**Task statement**
Read through the lines below and copy the ones holding the string "Telègraf".

►

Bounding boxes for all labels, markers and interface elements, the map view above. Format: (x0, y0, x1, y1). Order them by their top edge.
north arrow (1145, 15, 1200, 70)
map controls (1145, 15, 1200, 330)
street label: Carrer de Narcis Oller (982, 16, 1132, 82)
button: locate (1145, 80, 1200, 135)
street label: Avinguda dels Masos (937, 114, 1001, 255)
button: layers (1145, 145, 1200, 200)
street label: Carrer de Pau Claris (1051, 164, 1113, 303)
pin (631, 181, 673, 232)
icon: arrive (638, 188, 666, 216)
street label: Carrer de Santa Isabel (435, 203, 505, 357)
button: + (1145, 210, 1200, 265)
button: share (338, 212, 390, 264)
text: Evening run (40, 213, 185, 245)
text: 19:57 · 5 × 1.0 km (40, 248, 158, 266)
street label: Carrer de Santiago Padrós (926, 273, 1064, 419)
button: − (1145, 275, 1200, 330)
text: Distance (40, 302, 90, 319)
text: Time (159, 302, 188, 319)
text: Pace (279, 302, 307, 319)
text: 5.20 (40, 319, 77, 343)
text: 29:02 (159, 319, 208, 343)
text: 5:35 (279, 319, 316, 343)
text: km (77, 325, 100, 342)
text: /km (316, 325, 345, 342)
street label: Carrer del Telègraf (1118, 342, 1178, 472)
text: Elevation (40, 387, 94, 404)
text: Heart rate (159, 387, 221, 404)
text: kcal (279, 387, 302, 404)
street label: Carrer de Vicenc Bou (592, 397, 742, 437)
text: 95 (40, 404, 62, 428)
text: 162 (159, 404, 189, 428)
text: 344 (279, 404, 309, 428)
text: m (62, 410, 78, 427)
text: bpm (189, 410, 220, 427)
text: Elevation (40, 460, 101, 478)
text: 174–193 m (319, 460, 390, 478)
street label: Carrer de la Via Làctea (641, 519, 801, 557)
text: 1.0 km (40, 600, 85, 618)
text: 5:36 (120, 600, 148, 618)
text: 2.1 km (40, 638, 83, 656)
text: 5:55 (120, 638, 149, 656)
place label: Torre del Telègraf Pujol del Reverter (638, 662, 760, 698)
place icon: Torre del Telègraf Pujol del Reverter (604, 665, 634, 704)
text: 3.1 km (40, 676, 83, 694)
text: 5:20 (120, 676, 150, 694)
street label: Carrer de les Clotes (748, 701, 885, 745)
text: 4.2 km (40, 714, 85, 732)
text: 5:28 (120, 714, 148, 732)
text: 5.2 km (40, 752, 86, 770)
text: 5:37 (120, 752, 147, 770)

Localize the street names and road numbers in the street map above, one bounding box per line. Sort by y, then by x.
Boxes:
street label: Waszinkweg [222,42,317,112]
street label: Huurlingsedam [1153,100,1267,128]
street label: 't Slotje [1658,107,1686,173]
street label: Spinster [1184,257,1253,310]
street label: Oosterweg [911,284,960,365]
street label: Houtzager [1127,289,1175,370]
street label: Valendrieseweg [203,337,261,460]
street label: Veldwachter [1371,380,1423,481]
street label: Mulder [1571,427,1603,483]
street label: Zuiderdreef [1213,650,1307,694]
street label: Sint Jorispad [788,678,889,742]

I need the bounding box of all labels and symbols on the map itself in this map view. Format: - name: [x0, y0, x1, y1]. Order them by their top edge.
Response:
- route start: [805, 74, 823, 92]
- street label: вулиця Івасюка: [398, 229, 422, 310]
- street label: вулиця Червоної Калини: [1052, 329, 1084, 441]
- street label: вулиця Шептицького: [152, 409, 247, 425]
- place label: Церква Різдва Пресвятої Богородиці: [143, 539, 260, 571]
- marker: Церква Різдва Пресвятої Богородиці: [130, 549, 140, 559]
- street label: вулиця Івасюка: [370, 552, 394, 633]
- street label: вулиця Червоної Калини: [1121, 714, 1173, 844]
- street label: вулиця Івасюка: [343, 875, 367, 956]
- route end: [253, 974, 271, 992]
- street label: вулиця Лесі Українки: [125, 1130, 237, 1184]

◄

**Task output**
street label: Carrer del Telègraf (1118, 342, 1178, 472)
place label: Torre del Telègraf Pujol del Reverter (638, 662, 760, 698)
place icon: Torre del Telègraf Pujol del Reverter (604, 665, 634, 704)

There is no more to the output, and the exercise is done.